▸ **Input**:
------

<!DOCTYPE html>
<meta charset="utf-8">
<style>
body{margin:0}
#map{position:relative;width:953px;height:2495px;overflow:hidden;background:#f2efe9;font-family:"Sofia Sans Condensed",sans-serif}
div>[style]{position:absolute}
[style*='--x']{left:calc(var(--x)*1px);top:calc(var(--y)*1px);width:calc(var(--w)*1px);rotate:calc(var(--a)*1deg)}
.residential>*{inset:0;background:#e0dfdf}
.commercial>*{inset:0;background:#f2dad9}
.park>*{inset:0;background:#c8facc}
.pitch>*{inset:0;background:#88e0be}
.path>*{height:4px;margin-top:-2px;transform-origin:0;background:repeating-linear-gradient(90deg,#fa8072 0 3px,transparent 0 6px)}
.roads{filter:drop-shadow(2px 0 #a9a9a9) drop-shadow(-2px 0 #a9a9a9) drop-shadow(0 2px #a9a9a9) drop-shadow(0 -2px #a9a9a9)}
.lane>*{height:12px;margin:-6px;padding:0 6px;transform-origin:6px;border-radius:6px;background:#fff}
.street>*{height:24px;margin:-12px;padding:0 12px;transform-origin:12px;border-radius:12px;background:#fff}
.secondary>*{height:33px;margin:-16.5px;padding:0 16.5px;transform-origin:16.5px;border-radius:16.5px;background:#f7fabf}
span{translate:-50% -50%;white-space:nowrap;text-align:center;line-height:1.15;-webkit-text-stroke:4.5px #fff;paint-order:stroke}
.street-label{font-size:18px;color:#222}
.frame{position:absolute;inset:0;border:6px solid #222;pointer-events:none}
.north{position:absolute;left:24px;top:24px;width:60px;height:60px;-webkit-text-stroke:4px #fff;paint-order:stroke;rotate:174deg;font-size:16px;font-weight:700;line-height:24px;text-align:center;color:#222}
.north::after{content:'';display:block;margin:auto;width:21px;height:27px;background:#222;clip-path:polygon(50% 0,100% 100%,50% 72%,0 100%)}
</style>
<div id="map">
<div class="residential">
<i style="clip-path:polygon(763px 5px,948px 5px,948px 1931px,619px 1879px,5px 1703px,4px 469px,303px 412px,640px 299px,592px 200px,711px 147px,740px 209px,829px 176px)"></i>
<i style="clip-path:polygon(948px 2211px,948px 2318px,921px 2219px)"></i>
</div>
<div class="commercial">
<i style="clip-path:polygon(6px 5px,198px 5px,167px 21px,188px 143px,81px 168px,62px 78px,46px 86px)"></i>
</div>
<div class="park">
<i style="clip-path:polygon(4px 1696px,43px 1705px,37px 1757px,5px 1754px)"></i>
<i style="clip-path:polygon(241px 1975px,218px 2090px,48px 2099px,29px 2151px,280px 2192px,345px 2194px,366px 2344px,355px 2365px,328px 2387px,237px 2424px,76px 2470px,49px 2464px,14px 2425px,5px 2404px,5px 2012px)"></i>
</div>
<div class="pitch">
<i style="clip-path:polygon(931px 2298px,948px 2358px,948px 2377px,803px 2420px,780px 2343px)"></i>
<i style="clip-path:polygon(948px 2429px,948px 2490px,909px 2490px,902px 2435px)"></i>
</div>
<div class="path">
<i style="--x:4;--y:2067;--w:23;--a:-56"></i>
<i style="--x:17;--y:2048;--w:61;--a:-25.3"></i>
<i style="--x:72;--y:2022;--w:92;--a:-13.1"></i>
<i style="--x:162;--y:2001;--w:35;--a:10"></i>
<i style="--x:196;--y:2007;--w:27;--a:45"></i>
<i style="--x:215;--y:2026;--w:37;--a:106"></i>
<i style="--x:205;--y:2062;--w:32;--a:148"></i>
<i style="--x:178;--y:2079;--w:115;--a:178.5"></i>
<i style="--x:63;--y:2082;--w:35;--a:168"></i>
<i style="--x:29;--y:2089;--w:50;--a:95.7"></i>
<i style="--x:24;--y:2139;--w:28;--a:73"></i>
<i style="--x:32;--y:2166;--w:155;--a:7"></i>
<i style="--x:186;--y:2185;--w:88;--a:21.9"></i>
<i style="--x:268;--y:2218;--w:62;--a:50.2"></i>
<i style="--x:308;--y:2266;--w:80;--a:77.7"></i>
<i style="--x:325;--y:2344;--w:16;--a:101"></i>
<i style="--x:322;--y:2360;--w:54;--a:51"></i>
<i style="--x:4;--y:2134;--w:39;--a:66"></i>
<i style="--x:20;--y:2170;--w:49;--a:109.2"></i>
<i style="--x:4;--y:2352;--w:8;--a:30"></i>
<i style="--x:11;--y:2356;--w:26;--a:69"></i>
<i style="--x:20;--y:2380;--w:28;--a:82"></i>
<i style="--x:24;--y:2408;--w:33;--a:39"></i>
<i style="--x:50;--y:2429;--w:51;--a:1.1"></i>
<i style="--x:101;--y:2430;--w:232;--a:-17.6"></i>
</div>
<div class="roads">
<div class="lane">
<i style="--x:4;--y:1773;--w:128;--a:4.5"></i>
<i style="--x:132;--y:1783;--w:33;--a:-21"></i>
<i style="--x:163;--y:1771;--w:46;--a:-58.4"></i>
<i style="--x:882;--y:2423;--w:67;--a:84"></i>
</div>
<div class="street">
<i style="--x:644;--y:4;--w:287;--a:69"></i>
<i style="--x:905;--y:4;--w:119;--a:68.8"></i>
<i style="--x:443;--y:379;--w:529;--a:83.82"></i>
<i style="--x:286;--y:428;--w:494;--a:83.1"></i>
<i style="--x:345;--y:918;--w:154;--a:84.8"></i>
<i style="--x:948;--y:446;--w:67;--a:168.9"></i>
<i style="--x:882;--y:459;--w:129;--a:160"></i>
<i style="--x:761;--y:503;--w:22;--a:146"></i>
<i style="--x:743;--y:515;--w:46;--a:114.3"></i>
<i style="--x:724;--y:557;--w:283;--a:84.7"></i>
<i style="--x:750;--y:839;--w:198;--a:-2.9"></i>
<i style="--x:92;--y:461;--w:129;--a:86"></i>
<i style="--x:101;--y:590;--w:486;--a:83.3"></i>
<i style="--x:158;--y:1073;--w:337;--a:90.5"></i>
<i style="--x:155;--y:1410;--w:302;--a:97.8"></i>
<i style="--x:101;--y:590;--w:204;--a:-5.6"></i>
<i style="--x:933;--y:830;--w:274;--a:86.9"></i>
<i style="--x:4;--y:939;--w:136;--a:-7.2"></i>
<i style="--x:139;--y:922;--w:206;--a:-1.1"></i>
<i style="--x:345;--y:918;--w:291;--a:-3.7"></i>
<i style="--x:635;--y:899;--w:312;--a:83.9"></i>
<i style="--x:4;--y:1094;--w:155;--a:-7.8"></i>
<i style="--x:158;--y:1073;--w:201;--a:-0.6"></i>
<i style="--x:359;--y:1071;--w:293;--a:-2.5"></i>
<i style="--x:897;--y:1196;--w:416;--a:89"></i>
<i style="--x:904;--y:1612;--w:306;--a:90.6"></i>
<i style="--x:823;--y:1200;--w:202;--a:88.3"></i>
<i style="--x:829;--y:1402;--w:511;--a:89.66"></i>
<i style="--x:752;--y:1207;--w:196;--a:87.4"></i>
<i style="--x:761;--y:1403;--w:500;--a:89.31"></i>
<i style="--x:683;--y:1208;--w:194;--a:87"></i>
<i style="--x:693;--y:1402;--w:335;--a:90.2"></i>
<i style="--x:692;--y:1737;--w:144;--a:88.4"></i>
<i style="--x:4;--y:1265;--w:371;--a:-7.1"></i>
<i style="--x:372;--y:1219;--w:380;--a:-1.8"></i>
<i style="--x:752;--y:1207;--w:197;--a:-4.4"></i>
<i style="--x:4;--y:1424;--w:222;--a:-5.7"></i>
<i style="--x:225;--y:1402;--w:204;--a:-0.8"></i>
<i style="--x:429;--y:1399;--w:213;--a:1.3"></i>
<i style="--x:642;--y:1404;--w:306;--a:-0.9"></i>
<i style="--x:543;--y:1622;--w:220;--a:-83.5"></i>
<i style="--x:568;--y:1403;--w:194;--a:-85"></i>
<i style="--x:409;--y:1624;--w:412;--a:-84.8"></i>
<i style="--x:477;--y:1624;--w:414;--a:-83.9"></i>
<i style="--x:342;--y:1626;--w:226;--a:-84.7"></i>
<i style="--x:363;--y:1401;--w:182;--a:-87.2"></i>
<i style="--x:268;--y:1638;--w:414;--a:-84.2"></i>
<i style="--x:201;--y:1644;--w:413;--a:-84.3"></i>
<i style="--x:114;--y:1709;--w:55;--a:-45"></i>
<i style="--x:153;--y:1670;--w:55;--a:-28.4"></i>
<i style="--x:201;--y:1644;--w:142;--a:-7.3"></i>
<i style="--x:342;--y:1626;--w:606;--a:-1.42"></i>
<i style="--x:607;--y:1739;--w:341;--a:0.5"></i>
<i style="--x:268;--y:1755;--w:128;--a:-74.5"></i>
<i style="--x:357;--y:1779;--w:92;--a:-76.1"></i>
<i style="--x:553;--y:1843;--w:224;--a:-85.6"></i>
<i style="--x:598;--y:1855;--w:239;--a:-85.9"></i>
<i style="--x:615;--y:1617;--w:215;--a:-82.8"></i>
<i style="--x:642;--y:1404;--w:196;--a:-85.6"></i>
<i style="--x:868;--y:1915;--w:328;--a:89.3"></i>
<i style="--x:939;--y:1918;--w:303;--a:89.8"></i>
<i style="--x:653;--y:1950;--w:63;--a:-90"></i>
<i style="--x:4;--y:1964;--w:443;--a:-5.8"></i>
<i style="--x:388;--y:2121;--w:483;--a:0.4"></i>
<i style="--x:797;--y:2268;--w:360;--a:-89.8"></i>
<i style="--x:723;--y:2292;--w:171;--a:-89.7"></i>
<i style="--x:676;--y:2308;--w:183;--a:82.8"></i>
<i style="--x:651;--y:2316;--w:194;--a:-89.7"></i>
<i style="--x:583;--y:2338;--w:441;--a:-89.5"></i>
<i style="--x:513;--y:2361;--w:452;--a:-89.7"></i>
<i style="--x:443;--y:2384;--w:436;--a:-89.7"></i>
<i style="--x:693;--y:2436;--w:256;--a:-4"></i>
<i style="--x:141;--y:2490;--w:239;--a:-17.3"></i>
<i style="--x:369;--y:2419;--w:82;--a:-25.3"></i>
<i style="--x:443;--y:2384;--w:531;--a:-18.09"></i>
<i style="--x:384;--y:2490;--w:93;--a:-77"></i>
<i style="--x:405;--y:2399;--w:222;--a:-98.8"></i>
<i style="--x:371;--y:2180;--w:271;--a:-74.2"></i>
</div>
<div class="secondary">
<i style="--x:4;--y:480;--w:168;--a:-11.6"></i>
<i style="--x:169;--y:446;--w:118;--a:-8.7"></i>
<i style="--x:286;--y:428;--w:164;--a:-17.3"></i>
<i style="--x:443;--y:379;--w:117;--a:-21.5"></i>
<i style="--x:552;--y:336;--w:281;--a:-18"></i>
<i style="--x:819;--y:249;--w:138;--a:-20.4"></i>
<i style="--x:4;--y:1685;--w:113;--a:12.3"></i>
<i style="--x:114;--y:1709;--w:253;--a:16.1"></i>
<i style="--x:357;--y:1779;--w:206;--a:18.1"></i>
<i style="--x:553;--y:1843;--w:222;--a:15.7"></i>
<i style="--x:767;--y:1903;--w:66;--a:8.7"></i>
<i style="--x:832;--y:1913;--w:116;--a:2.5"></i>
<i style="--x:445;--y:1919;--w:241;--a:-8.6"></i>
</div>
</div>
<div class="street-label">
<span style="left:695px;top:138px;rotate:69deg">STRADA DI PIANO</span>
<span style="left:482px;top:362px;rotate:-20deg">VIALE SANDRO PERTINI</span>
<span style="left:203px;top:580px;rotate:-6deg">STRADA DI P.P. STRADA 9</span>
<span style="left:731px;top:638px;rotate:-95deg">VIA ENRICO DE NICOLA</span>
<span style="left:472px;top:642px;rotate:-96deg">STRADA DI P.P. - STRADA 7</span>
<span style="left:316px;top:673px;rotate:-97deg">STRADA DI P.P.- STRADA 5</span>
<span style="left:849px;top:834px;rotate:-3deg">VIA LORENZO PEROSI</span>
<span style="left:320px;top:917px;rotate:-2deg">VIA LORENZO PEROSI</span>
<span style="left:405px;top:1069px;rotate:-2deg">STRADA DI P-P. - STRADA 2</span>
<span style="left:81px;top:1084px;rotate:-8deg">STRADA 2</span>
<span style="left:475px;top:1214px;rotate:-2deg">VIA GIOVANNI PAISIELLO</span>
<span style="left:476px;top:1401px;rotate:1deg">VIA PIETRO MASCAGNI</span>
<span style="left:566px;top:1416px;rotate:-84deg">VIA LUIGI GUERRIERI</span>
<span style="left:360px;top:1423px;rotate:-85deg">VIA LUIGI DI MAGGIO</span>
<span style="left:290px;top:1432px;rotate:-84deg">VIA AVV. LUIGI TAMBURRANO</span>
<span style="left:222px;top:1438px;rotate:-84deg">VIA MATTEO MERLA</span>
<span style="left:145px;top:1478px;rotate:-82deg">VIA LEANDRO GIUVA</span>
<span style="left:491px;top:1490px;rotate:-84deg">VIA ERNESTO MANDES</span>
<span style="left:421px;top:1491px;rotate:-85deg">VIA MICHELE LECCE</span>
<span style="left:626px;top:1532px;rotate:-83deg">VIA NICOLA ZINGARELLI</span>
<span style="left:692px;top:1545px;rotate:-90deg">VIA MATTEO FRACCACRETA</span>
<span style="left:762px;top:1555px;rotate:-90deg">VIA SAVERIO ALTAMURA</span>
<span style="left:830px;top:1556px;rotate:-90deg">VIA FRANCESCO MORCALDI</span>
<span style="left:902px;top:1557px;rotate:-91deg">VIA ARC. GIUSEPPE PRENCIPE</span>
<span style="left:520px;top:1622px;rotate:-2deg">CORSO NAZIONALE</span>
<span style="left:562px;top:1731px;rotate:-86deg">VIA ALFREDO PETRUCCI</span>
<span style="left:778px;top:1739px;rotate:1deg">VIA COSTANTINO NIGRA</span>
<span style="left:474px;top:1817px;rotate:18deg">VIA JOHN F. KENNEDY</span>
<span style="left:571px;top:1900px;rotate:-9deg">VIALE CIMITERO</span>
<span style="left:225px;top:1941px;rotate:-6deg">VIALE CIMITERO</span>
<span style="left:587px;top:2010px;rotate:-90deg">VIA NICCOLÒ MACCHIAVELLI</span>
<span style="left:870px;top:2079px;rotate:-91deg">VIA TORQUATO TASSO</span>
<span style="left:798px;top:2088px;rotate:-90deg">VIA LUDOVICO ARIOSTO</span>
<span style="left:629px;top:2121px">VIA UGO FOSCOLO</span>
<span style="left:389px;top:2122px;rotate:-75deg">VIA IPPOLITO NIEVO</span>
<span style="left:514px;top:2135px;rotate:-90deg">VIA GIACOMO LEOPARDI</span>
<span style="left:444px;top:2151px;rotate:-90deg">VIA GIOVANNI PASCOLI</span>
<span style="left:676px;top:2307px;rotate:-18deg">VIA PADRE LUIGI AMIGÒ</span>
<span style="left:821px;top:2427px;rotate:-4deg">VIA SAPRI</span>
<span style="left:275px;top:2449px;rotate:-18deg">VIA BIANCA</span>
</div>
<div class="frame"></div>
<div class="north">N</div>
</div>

------

Pull every line containing "lane" out of the data above.

▸ **Task answer**:
.lane>*{height:12px;margin:-6px;padding:0 6px;transform-origin:6px;border-radius:6px;background:#fff}
<div class="lane">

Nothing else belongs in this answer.